キャリアプランを会社がバックアップする体制を整えたことは、確かに従業員としてはありがたいことだろう。
「『王将調理道場』と『王将大学』の導入は、フランチャイズ制度の一番の問題点ともいえる、本部とフランチャイズ加盟店店長の間に生まれる軋轢を激減させるという効果もありました。
そもそも両者の軋轢の代表的な例として労働環境の問題が挙げられます。例えばコンビニの場合、脱サラしてフランチャイズ加盟店店長になる人も多いですが、実態的には労働基準法から切り離されることや、“24時間365日、仕事のことを考える”という商売人の感覚がわからない。その感覚のギャップに苦しむことになるんです。
一方で、『王将大学』で研修を受けた従業員は、そういった商売人としての感覚が養われます。『王将調理道場』で料理人としての手腕、『王将大学』で経営者としての頭脳を身につけることができ、それが本部に認められて独立した店長であれば、本部との軋轢も生まれにくいというわけです」(中井氏)
しかしメリットばかりではなく、デメリットもあるのではないだろうか。
「もちろんです。従業員の育成をしっかり行い、キャリアプランをバックアップすることで、会社としての規模拡大のスピードが遅くなるというデメリットはあるでしょう。実際に、餃子の王将は全737店舗中、フランチャイズ加盟店の出店は214店舗(2020年3月末時点)と、フランチャイズ出店の比率がそこまで高いわけではありません。

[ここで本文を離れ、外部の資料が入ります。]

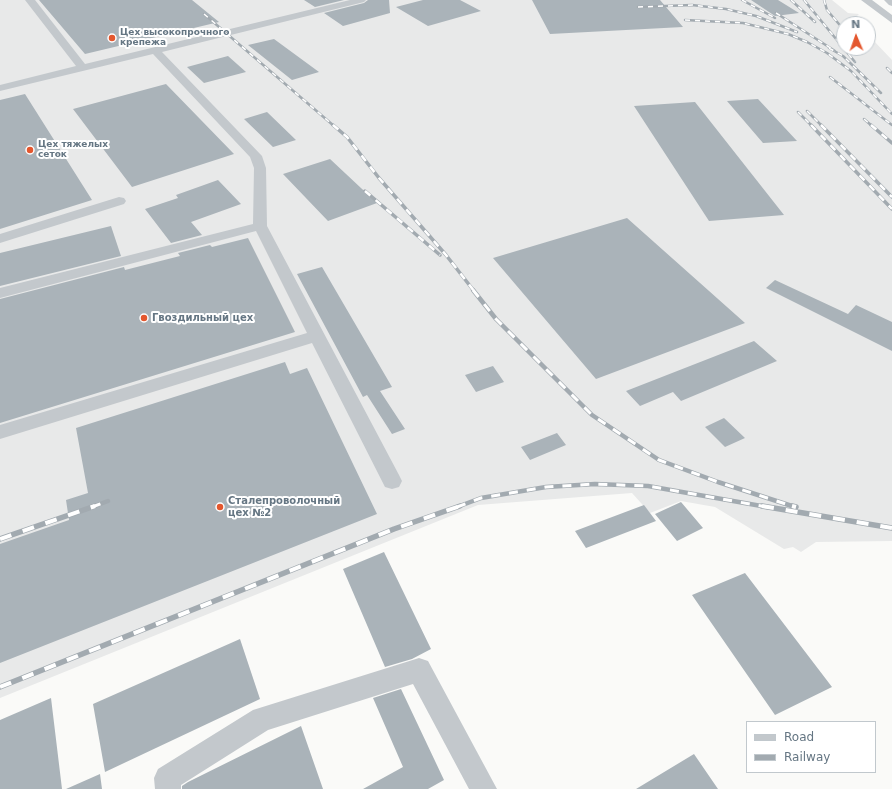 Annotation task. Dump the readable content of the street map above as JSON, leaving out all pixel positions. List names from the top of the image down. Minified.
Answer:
{"places":["Цех высокопрочного крепежа","Цех тяжелых сеток","Гвоздильный цех","Сталепроволочный цех №2"],"legend":["Road","Railway"],"north":"top"} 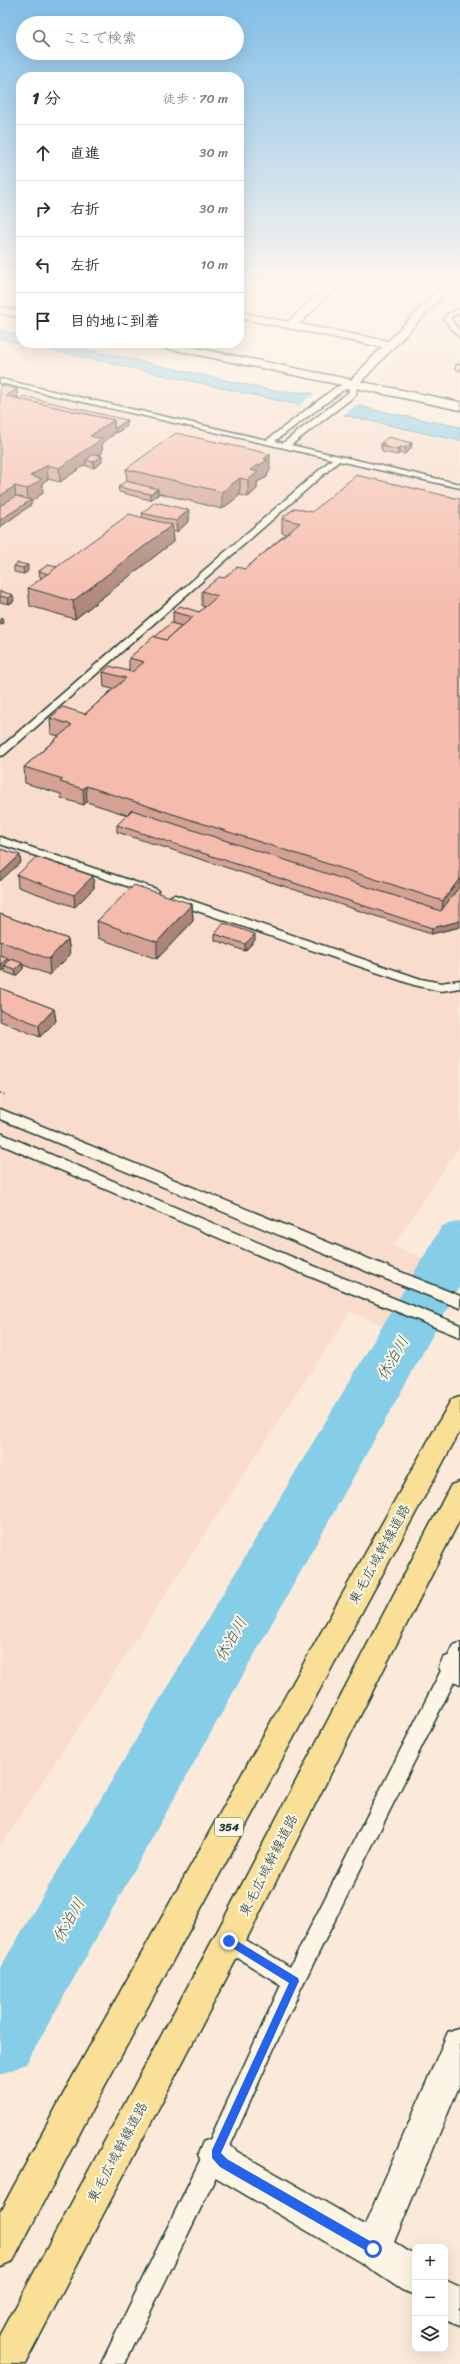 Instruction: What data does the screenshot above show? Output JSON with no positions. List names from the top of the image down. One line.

反対に、コンビニのように徹底してマニュアル度を高めている業態は急速出店ができるため、店舗数を急拡大させやすいわけです。餃子の王将の現在の体制では、店舗数を一気に増やすということは難しいはず。しかし餃子の王将はそういったデメリットを覚悟のうえで、じっくりやっていったほうが会社としての足腰がしっかりすると判断しているのでしょう」(中井氏)
外食産業の未来にもつながる話である。実際に、餃子の王将のこの成功事例は業界内にひとつの流れを生むのではないか、と中井氏は続ける。
「外食産業に限らず、チェーン展開しているさまざまな業界のチェーン店は、この何十年、コストダウン化を進めてきました。どこの業界でも行われたのは、正社員を減らしてパート・アルバイトを増やすという手法。どのチェーン店も数十年前は大半が正社員だったのですが、現在は7、8割ぐらいをパート・アルバイトが占めているのが実情です。そして、それ以下に正社員の人数を削ることは不可能なので、給料を減らすことによるコストダウン競争をしてきましたが、それも限界を迎えている状況なのです。
だからこそ現在は“従業員の搾取”に重きを置くのではなくて、“あなたのキャリアアップのためにはこうしたステップを踏むことが必要で、その先のゴールはこういったものがあります”というストーリーを従業員に示さないと、人がついて来ないわけです。今後は、餃子の王将のような企業が増加し始めて、チェーン店全体が一歩成長していく過渡期に入ると予想しています。そういう意味で餃子の王将は、そこまで大規模な企業ではないものの、外食産業の未来を見据えて一歩先を進んでいるといえるでしょう」(中井氏)
ブラックな労働環境が常態化していた外食産業だが、餃子の王将はそういった現状を変革していこうとしているのかもしれない。